Configuring dynamic Yves-Zed tokens

Edit on GitHub

This document describes how to improve security between Yves and Zed communication layers by implementing dynamic Yves-Zed tokens.

A dynamic Yves-Zed token is an OAuth token that is refreshed after running docker/sdk bootstrap.

What is OAuth?

The OAuth 2.0 authorization framework enables a third-party application to obtain limited access to an HTTP service, either on behalf of a resource owner by orchestrating an approval interaction between the resource owner and the HTTP service, or by allowing the third-party application to obtain access on its own behalf.
See The OAuth 2.0 Authorization Framework to learn more about OAuth.

Why should you implement dynamic Yves-Zed tokens?

With frequent token rotation, the chances of a token being compromised are reduced to a minimum.

How are Yves-Zed tokens generated?

After running docker/sdk bootstrap, you can find all the tokens in environment variables (env variables). You can find parameters that are responsible for token generation and respective env variables in the table below.

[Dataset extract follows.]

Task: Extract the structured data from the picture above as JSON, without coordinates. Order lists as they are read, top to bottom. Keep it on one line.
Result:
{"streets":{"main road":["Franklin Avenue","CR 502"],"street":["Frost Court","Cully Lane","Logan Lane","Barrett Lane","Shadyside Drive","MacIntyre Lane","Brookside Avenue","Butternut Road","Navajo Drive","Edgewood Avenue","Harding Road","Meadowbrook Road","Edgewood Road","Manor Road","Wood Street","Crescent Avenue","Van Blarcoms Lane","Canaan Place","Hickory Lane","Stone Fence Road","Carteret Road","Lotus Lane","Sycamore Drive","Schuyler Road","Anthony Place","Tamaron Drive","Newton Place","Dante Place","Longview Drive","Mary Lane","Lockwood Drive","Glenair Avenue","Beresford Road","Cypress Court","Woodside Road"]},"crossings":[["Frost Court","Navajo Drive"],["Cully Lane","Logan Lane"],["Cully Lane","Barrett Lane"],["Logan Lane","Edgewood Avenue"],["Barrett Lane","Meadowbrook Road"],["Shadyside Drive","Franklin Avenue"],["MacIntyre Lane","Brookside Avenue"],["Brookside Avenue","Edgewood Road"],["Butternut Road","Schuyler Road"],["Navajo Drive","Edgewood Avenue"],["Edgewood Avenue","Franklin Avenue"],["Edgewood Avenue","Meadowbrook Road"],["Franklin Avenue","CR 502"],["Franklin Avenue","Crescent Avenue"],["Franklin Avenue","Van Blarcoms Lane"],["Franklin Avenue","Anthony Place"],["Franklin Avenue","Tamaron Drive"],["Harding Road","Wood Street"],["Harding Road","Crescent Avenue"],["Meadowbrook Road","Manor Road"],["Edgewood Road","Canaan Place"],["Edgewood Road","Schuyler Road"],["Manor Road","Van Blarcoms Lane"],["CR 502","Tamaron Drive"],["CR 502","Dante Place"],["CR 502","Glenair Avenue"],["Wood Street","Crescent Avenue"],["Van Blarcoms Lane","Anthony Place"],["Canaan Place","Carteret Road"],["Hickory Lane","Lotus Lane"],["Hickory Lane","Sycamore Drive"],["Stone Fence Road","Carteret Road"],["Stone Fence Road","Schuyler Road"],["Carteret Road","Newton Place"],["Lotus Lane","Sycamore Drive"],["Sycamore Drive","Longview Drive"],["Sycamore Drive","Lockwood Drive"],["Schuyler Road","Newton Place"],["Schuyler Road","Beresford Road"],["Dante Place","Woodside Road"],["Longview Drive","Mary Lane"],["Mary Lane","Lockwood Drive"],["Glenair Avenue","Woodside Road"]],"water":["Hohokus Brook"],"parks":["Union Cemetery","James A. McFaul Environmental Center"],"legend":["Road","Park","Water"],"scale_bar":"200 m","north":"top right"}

Parameter Parameter description Env variable Description of env variable value
OauthConstants::PUBLIC_KEY_PATH and OauthCryptographyConstants::PUBLIC_KEY_PATH SSH public key. SPRYKER_OAUTH_KEY_PUBLIC
OauthConstants::PRIVATE_KEY_PATH SSH private key. SPRYKER_OAUTH_KEY_PRIVATE
OauthConstants::ENCRYPTION_KEY Encrypts data when generating tokens. SPRYKER_OAUTH_ENCRYPTION_KEY Consists of 48 characters in lower and upper case Latin letters and digits.
OauthConstants::OAUTH_CLIENT_IDENTIFIER OAuth client identifier for requesting access tokens. SPRYKER_OAUTH_CLIENT_IDENTIFIER The value is always frontend.
OauthConstants::OAUTH_CLIENT_SECRET OAuth client secret for requesting access tokens. SPRYKER_OAUTH_CLIENT_SECRET Consists of 48 characters in lower and upper case Latin letters and digits.
SecuritySystemUserConstants::AUTH_DEFAULT_CREDENTIALS['yves_system']['token'] Enables access from Yves to Zed. SPRYKER_ZED_REQUEST_TOKEN Consists of 80 characters in lower and upper case Latin letters and digits.

Configuring dynamic Yves-Zed tokens

To configure dynamic Yves-Zed tokens:

  1. Install or update the Docker SDK to version 1.27.1 or higher.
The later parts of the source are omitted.